While my aspirating/dispensing with cold glycerol stock has been limited to Tecans for the time being, I bet some of my learnings could be beneficial and practical for your setup.

  1. Our stocks came in tubes, which we kept cold on deck with Inheco CPAC: compact workstation heater/cooler. Through some additional searching I also found these but we never pursued them: You can also mix and match this to have adapters for troughs or more standard SBS labware.

I just found this forum post that the Prep should have Hamilton Heater/Cooler coverage soon so definitely look into that as well: Labware and accessories - #6 by EricSindelar_Hamilton.

  1. Slow aspirate/dispense speeds came to be extremely useful and we had to fine tune these significantly as we found our optimal settings.

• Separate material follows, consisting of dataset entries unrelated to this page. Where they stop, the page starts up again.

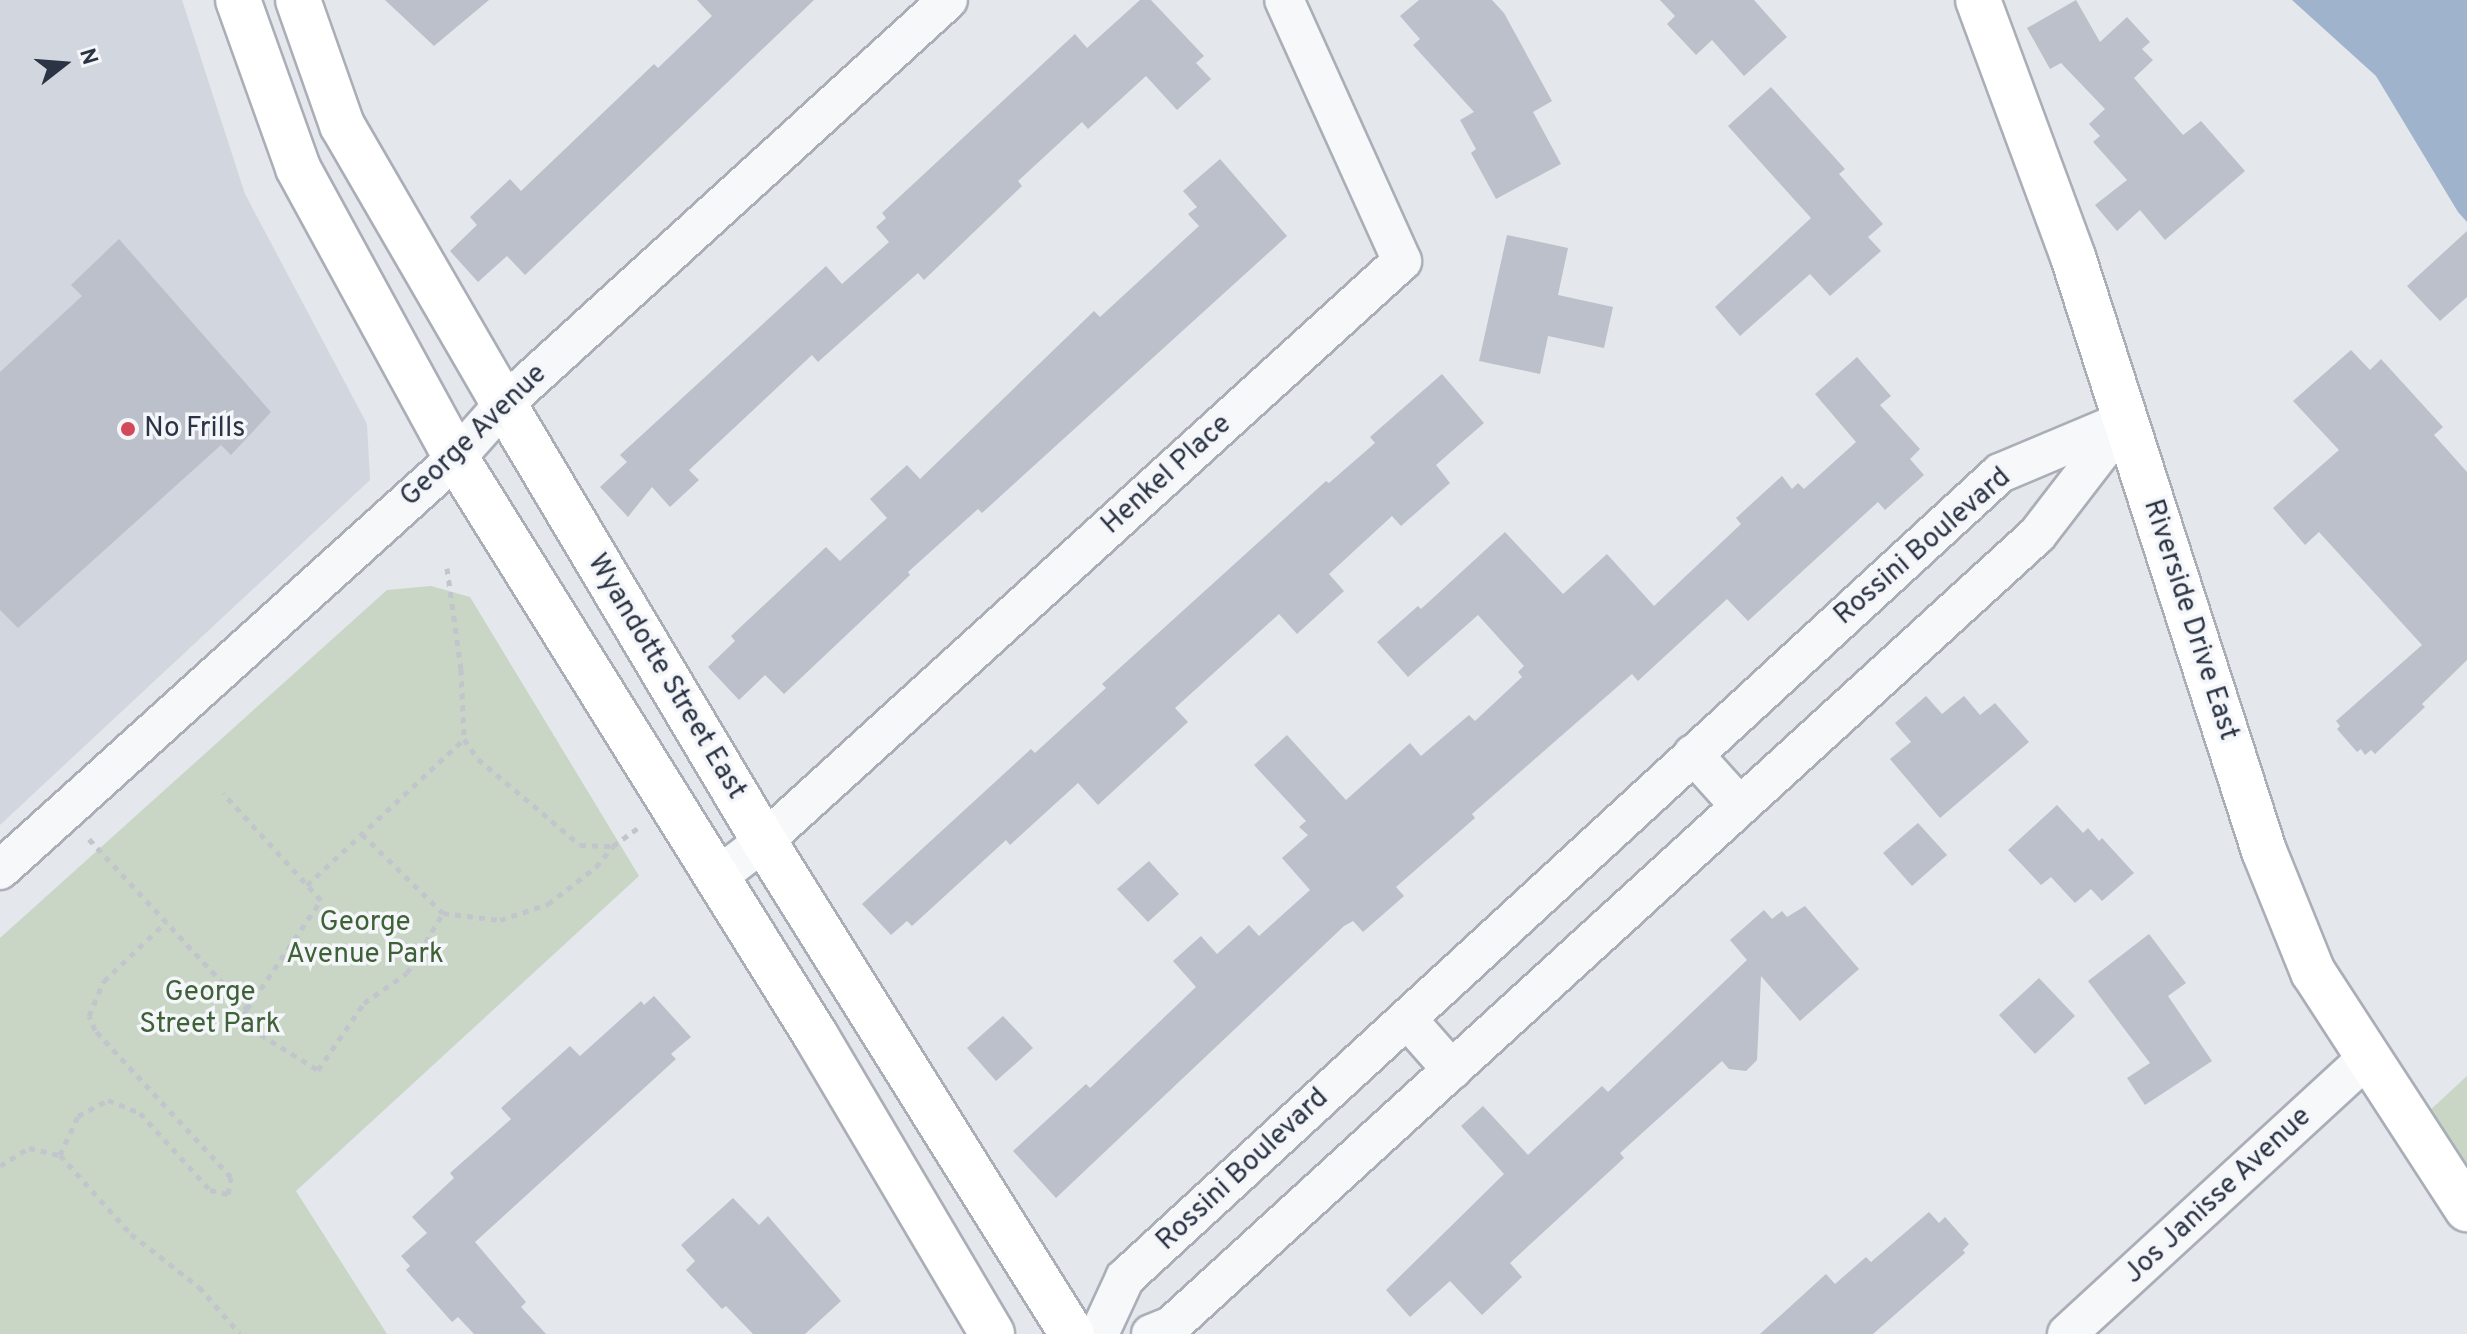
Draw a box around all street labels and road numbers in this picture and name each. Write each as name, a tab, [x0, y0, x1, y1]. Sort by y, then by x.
street label: George Avenue	[393, 357, 555, 515]
street label: Henkel Place	[1095, 408, 1239, 542]
street label: Rossini Boulevard	[1828, 461, 2018, 633]
street label: Riverside Drive East	[2135, 495, 2245, 745]
street label: Wyandotte Street East	[579, 548, 753, 806]
street label: Rossini Boulevard	[1150, 1082, 1336, 1258]
street label: Jos Janisse Avenue	[2117, 1100, 2319, 1292]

  2. We used standard pipetting tips on our Fluent, but I do know that Hamilton sells wide bore tips that could be helpful depending on if you can keep sufficient pressure when aspirating and dispensing.

Happy to help more if I’m able to. Best of luck and hope that helps!


Hey Denise,
The HHC is available for the Prep now! So if you need active cooling, we do have that option for you. If you’d like to explore that, shoot me a DM :slight_smile:


Thanks for the tips! A tecan is out of reach for now but I will use the asp/dis tips to optimize this method.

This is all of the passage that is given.